The majority of those who emigrated went to Catholic countries, above all France and Spain, though they also went to other European countries, such as Austro-Hungary, to serve in their armies and become military and administrative advisers. The great lament “Caoineadh Airt Uí Laoghaire” tells of the return of one such officer to Ireland, defying the British authorities and paying the ultimate price.
Tomás Mac Síomóin (who died in February), one of the foremost Irish-language writers and activists, had just published a book on the Wild Geese, as these emigrants are known. However, this is a book with a particular focus: on the men who went, via France and Spain, to Latin America and became Latino heroes in their own right.
Typically, they went first to Spain to study, work, or join distinct military units in the Spanish army, commanded by their own officers. Some travelled on to Spanish colonial countries in South America, in such roles as administrators, business people, or military men.
Frequently the men integrated and settled in their new homeland, indeed becoming involved in the fight for independence in those countries. A number became so famous that their names are known to this day. These are the stories Tomás Mac Síomóin tells in what he describes as an incomplete compendium. Nevertheless it is a start and an encouragement to future researchers to look further into the lives of those in the Irish-Latin American hall of fame.
Mac Síomóin introduces the reader to six of these colourful lives.
Liam Lamport was born in Wexford in 1615, later became Guillén de Lampart in Mexico, and ended up, intriguingly, as the inspiration behind “Zorro,” the fox. He is the only non-Mexican represented by a statue at the Ángel de la Independencia monument in Mexico City.
Alejandro O’Reilly too has left a mark in present-day Latin America: a street in Havana, Cuba, named after him. Born in Moylough, Co. Galway, in 1722, he fled with his family from the notorious Penal Laws and was taken to Spain as a child. A military man, he was sent to Cuba by the Spanish Crown in 1763 and from there continued his service to the Spanish monarch in Puerto Rico and Louisiana and back to Cuba and then Spain. Many other Irishmen are memorialised alongside him in this chapter.
Camila O’Gorman, on the other hand, was born in Argentina. She suffered the same Catholic prejudice against women and those who opposed Catholic values, as so many women have done in Ireland. Aged twenty, and eight months pregnant by her lover, Father Uladislao Gutiérrez, she was hounded and betrayed and suffered the death penalty for living outside the iron rule.
The next chapter explores the story of a group hero (as did some of the early ones), the St Patrick’s Battalion. Their deeds for Mexican independence are commemorated on a plaque at the San Jacinto Plaza in the district of San Ángel in Mexico City: “In memory of the Irish soldiers of the heroic St Patrick’s Battalion, martyrs who gave their lives to the Mexican cause in the United States’ unjust invasion of 1847.”

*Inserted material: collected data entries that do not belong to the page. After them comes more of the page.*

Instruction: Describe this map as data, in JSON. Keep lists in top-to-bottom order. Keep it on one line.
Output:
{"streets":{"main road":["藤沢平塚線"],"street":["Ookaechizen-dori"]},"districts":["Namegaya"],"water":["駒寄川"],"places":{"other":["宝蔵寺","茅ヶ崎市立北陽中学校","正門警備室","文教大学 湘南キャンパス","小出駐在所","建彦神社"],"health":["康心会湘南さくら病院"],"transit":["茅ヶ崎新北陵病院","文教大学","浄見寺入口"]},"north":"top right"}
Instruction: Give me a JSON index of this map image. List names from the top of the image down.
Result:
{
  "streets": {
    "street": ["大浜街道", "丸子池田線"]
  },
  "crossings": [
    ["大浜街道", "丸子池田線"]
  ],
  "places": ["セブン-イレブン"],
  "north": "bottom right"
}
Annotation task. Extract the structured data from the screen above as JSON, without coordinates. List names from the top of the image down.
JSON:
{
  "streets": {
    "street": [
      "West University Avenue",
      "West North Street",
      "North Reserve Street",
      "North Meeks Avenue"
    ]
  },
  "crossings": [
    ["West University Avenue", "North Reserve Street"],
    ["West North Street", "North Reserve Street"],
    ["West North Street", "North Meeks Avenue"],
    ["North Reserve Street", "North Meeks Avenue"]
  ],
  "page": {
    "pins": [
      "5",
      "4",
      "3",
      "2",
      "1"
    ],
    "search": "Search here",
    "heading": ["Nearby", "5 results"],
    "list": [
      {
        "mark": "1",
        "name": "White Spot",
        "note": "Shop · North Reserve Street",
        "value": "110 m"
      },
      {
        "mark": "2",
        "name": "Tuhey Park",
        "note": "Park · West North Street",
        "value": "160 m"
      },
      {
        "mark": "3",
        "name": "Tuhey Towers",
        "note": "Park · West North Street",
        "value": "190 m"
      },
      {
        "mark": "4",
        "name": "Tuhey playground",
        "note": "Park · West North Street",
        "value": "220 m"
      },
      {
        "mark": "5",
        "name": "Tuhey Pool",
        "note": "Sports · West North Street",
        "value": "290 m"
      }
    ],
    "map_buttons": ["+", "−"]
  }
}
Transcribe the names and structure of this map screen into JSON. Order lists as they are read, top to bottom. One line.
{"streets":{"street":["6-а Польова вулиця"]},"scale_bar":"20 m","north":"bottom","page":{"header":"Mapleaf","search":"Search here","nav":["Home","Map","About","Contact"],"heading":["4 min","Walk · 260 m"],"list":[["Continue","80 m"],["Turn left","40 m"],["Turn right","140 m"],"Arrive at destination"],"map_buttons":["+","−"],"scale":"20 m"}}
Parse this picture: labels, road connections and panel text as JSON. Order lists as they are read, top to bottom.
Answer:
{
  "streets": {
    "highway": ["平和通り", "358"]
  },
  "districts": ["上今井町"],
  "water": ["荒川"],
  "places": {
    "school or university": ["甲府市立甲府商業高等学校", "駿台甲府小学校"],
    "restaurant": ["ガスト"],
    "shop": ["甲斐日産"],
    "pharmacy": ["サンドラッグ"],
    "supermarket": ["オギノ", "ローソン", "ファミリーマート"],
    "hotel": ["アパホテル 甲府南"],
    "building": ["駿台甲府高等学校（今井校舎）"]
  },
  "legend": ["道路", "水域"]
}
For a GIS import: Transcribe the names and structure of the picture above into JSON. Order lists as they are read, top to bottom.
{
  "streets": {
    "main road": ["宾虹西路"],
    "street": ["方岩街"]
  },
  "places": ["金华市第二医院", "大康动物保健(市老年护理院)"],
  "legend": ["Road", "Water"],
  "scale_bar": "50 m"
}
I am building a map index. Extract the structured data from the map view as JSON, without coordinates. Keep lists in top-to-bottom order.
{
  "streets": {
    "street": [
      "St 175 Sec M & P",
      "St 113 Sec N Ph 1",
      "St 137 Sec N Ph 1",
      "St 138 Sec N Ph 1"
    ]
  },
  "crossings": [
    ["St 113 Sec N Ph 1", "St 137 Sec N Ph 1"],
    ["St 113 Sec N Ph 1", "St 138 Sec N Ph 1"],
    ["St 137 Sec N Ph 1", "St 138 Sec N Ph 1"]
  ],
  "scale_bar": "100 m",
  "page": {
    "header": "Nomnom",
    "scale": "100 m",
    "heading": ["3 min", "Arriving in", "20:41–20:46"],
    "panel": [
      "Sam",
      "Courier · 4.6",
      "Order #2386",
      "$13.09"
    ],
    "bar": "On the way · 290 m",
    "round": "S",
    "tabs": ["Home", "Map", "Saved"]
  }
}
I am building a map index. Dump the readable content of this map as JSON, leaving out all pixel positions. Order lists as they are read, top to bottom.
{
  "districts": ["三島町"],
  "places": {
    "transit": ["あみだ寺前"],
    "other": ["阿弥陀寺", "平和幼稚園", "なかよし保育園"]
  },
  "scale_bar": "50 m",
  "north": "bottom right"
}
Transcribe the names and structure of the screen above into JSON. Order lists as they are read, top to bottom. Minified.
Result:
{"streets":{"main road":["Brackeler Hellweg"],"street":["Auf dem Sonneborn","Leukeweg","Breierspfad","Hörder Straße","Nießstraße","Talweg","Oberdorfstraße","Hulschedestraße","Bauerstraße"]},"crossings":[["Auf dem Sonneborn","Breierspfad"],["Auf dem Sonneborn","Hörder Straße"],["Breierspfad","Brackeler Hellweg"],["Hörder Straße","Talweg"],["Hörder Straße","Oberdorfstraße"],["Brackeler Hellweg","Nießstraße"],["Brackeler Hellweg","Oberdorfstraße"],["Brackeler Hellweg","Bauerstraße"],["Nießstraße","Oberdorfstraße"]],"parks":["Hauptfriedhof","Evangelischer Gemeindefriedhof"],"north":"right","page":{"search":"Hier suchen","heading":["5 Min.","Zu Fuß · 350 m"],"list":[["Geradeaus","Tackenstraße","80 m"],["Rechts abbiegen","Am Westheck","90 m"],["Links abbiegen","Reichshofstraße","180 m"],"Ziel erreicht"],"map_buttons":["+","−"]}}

The chapter on Eduardo Bulfin acquaints the reader with the background to the largest Irish emigrant population outside the English-speaking world, in Argentina, which of course includes the family that brought forth Che Guevara. In this chapter, however, Mac Síomóin describes a family that returned to Ireland only to take part in the 1916 Rising. Both children of the family were actively involved in the Irish struggle for freedom: Eduardo, a Republican activist, and Catalina, secretary to the Irish revolutionary Austin Stack.
This small collection of outstanding Irish people with a Latin American connection concludes with the story of Rodolfo Walsh, another Argentine-Irishman, who saved the Cuban revolution. Rodolfo was a founder of Prensa Latina, the Cuban state news agency in Havana. He famously cracked the code that revealed the CIA’s intentions leading up to the Bay of Pigs. Consequently, Fidel Castro was able to defeat this assault on Cuban sovereignty.
Mac Síomóin points out that the book can only open a window on a fascinating connection between Ireland and Latin America. Many more stories await their telling, among them those of Daniel Florence O’Leary, aide-de-camp and chronicler of Simón Bolívar; William Browne, father of the Argentine navy; and Bernardo O’Higgins, Liberator of Chile. Ireland’s loss of its Wild Geese was the Hispanic world’s gain.
Karen Dietrich’s beautiful illustrations complete the book’s purpose of reimagining the lives of those who took their sense of rebellion to the new continent.